CASA MAJALCA is a sustainable housing projected in a privileged location with excellent views of rock formations characteristic of the area.
It is located in a lot with a 1: 4 ratio proportion, with a very narrow front, lacking public services (water, electricity, drainage, etc.) and with the preexistence of a couple of endemic trees that provide shade and refreshment to the ground, ending at the back with a natural ravine.
CASA MAJALCA is conceptualized as a sustainable vacation house equipped for temporal stays (summer and winter) that encourages outdoor activities and allows socializing with the community in the area.
The architectural program proposes bedrooms with the capacity to receive a complete family in each one of them, using bunk beds and with a full bathroom, the rest of the house is composed with a large social area with terraces, a large storage area and a covered space for motorcycles.
The complex is a series of staggered volumes ascending towards the center of the property, which open towards the predominant front view, configured in a zigzag manner to preserve the pre-existing trees and ending in a final isolated volume with slope to achieve the optimal orientation of the nine solar panels necessary for the energy consumption of the building.
These volumes are integrated into the landscape as characteristic stone monoliths of the Majalca National Park, with a color that blends in with the land, making reference to the cultural past of the archaeological sites of Paquimé and Casas Grandes.
With the use of not specialized local labor, we bet on a concept of imperfection that gives it a rustic and brutalist character similar to that of a primary refuge or cavern, trying to emulate what it would mean to inhabit these large rocks from the inside.
The orientation of the house helps considerably to adapt to the conditions of the seasons in which it is inhabited.

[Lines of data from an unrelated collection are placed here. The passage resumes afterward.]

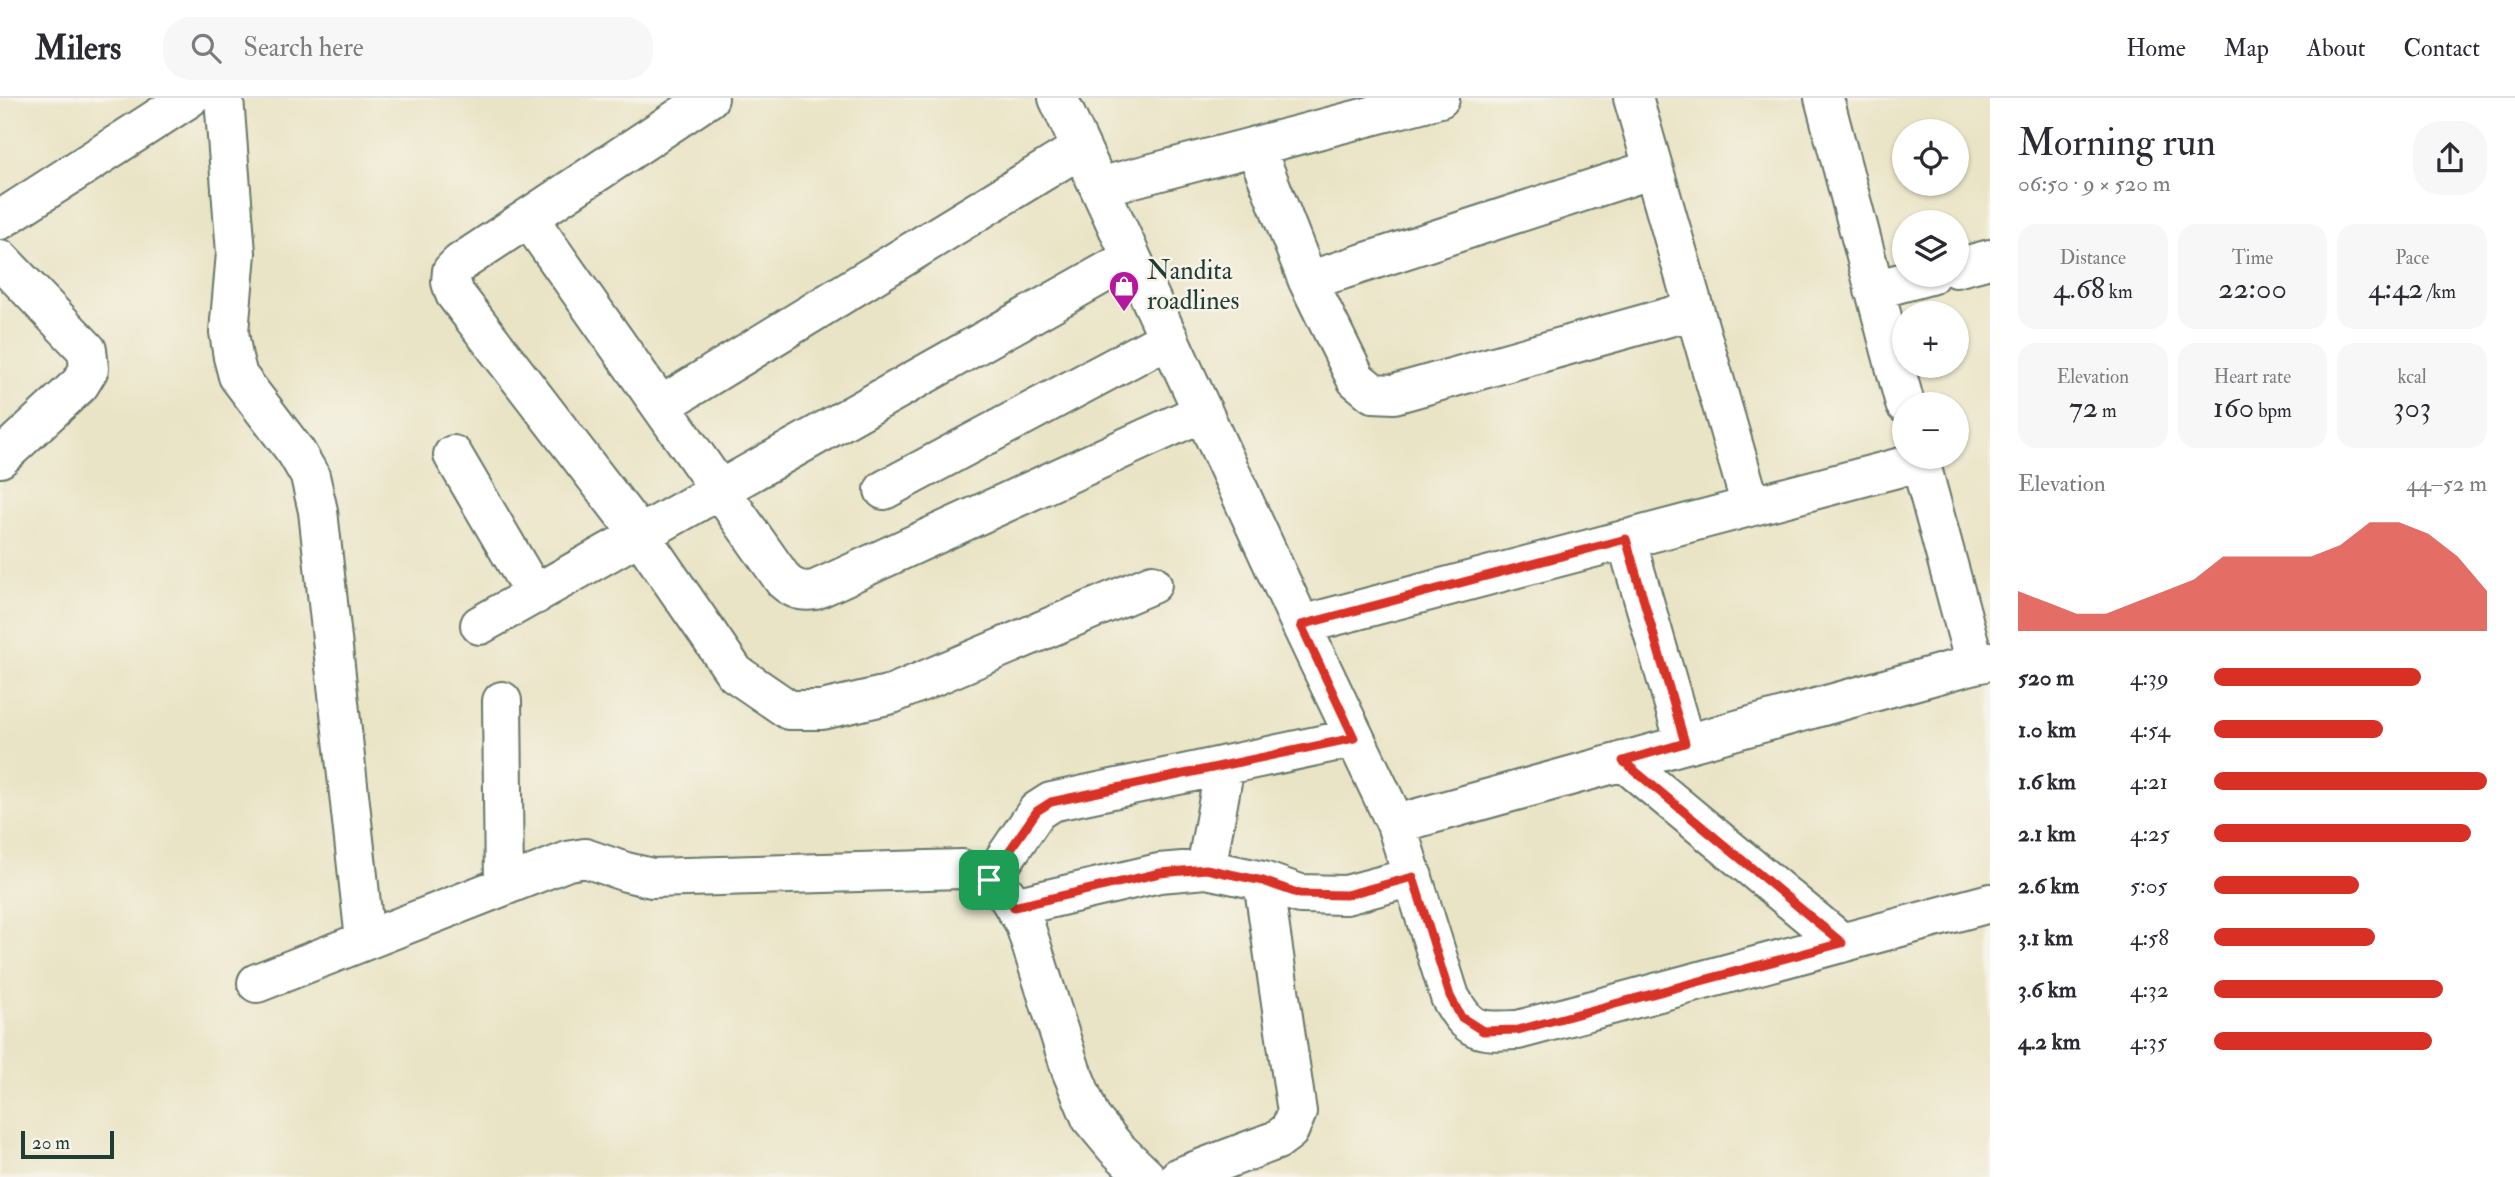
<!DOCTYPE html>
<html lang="en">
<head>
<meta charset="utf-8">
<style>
  :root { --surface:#fff; --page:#f7f7f7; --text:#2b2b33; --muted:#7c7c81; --line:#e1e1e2; --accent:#d93025 }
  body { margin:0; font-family:"IM FELL Double Pica",serif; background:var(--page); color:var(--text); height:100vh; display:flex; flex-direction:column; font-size:26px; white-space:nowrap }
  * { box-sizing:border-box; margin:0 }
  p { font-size:23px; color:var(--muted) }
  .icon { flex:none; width:38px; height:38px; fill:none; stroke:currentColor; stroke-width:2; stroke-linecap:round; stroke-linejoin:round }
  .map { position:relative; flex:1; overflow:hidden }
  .panel { display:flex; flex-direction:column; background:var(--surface); width:525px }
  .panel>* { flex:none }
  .fabs { position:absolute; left:1892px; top:21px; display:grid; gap:14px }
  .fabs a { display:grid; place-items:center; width:77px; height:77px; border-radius:50%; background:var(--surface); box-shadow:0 2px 5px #0004; font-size:35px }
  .scale { position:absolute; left:21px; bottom:18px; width:93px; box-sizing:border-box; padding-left:7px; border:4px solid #1f3d34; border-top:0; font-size:19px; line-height:24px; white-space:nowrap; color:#1f3d34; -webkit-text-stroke:5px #f7f3e8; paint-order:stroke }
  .pin { position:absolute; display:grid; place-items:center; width:60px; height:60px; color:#fff; margin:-30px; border-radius:14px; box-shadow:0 4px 10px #0006 }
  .round { display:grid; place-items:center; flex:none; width:74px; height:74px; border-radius:28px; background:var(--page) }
  .overview { display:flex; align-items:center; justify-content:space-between; height:119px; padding:0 28px }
  h1 { font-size:38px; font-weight:600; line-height:52px }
  .figures { display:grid; grid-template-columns:repeat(3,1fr); gap:10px; height:119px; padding:7px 28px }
  .figures div { display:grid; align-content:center; border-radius:18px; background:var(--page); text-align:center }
  .figures b { font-size:30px; font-weight:600 }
  .figures small { font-size:19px; font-weight:400 }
  .figures p { font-size:19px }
  .chart { height:196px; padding:14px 28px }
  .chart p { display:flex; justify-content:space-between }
  .chart svg { width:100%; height:126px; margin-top:7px; fill:var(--accent); opacity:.7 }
  ul { padding:0 28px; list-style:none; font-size:23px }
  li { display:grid; grid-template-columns:112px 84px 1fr; align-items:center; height:52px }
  li i { height:18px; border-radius:9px; background:var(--accent) }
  header { display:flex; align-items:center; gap:42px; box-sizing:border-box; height:98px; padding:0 35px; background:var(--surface); border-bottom:2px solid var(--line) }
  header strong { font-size:33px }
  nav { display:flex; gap:38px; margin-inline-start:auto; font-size:24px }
  .search { width:490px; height:63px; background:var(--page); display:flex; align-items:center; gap:18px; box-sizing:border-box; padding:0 24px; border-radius:28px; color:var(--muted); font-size:26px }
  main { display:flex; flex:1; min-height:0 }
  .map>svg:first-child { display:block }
</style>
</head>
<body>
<header>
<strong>Milers</strong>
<div class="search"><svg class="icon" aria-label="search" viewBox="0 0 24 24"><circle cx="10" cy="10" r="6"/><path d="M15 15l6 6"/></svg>Search here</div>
<nav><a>Home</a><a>Map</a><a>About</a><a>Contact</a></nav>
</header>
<main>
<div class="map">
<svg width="1990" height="1079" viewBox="0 0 1990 1079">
  <rect width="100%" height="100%" fill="#f7f3e8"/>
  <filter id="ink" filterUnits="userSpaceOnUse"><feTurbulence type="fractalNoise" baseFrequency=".0143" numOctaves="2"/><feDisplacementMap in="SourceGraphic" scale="14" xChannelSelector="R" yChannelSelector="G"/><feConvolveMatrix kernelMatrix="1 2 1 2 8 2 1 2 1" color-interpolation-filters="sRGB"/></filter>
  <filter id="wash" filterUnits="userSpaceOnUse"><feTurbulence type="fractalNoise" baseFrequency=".00686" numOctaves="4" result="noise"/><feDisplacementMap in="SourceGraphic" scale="28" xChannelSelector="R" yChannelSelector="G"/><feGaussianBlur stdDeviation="1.57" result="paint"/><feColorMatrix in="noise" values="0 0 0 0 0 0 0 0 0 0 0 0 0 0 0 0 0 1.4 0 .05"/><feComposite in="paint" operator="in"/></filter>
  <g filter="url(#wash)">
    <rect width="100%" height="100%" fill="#e9e4c5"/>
  </g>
  <g filter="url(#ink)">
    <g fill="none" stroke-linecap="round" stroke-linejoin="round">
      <g stroke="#667767" stroke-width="42">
        <path id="minor" d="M224,0L236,155L229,234L233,259L238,278L296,354L310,378L318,413L365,842
          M709,0L460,165L452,173L451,184L455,196L640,437L735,575L789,612H822L892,596L1152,486
          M1058,0L1301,527L1920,364
          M1633,0L1751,408
          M1824,0L1905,306
          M1255,48L1308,183L1356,281L1373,295L1394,296L1694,212
          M1099,89L1440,0
          M529,121L784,483C794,492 802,494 815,492L1203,314
          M0,122L189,0
          M0,161L87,252L89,271L80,286L0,360
          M1956,170L1990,161
          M1308,183L1653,71
          M1874,192L1930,177
          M662,307L1081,50
          M453,357L535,497
          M1919,359L1975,566L1990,563
          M884,392L1169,240
          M1626,441L1685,645
          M480,527L1131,160
          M1301,527L1396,726L1975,566
          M502,603L504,788
          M1623,663L1842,845
          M1396,726L1450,899C1470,935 1479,934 1518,932L1990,805
          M1206,771L1225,667
          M990,782L1037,713L1051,704L1354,640
          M1014,809L1159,775L1206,771L1263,783L1300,796L1346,797L1413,779
          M257,885L568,763L585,760L626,774L652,780L962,771L990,782L1006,796L1024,824L1071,972L1091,1020L1116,1050L1146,1079
          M1179,1079L1277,1042L1289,1033L1297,1014L1263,783"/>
      </g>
      <use href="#minor" stroke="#fff" stroke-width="38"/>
    </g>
  </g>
  <g fill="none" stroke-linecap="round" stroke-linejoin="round" filter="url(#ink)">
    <g stroke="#fff" stroke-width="14">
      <path id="route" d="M1626,441L1685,645L1623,663L1842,845L1518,932L1483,933L1461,919L1450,898L1413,779L1346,797L1300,796L1263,783L1206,771L1160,775L1014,809L1006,796L989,782L1037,713L1051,704L1354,640L1301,527Z"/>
    </g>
    <use href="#route" stroke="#d93025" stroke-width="9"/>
  </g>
  <defs>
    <g id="shop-pin" transform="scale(1.575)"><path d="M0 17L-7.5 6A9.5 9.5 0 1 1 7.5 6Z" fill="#b5179e" stroke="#f7f3e8"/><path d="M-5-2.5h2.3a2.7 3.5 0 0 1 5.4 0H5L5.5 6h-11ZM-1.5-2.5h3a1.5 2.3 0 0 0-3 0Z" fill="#fff"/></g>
  </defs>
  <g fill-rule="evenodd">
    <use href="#shop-pin" x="1124" y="188"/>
  </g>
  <g text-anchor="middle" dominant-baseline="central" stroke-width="5" stroke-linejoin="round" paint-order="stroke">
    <g font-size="26" fill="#1f3d34" stroke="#f7f3e8" text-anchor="start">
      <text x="1147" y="173">Nandita<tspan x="1147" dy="30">roadlines</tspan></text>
    </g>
  </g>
</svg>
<div class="fabs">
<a><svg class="icon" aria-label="locate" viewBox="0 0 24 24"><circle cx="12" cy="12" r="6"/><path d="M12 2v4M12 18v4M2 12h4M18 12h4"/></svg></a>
<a><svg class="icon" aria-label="layers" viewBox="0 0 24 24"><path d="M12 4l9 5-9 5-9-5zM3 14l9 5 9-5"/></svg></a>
<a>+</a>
<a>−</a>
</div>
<div class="scale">20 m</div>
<div class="pin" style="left:989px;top:782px;background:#1e9e55"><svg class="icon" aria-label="arrive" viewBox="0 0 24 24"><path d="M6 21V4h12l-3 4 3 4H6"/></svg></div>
</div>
<section class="panel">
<div class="overview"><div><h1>Morning run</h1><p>06:50 · 9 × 520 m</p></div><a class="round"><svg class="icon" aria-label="share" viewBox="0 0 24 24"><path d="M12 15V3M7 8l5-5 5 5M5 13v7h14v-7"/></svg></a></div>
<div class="figures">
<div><p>Distance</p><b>4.68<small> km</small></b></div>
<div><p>Time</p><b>22:00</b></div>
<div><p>Pace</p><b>4:42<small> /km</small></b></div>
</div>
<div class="figures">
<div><p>Elevation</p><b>72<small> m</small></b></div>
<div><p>Heart rate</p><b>160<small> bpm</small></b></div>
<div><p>kcal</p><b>303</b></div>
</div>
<div class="chart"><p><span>Elevation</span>44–52 m</p>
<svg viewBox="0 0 160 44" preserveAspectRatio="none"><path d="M0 44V30L10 34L20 38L30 38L40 34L50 30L60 26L70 18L80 18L90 18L100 18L110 14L120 6L130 6L140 10L150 18L160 30V44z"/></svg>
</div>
<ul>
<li><b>520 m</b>4:39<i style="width:76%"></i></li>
<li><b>1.0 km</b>4:54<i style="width:62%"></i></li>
<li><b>1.6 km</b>4:21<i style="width:100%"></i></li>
<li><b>2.1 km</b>4:25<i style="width:94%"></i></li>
<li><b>2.6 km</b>5:05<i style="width:53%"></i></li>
<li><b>3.1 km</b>4:58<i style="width:59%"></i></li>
<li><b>3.6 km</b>4:32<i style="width:84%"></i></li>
<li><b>4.2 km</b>4:35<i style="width:80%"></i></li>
</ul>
</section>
</main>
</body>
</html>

In winter reducing the demand for heating. And in summer, protecting it from the sun's rays with an efficient thermal inertia from: the use of natural cross ventilation resolved with different heights, a construction system based on insulated block walls and without thermal bridges, with a 7.5 concrete finish. cm thick on both sides. A rolled sheet roof was considered, with a slope greater than 5% for recurrent snowfalls, composed of a metallic structure, thermal insulation and inside a reused wood ceiling, obtained from crates used to transport construction materials. For water consumption, an elevated tank is feed with well water and a biodigester was considered. To reduce water consumption, no landscaped area other than the endemic vegetation of the site was designed.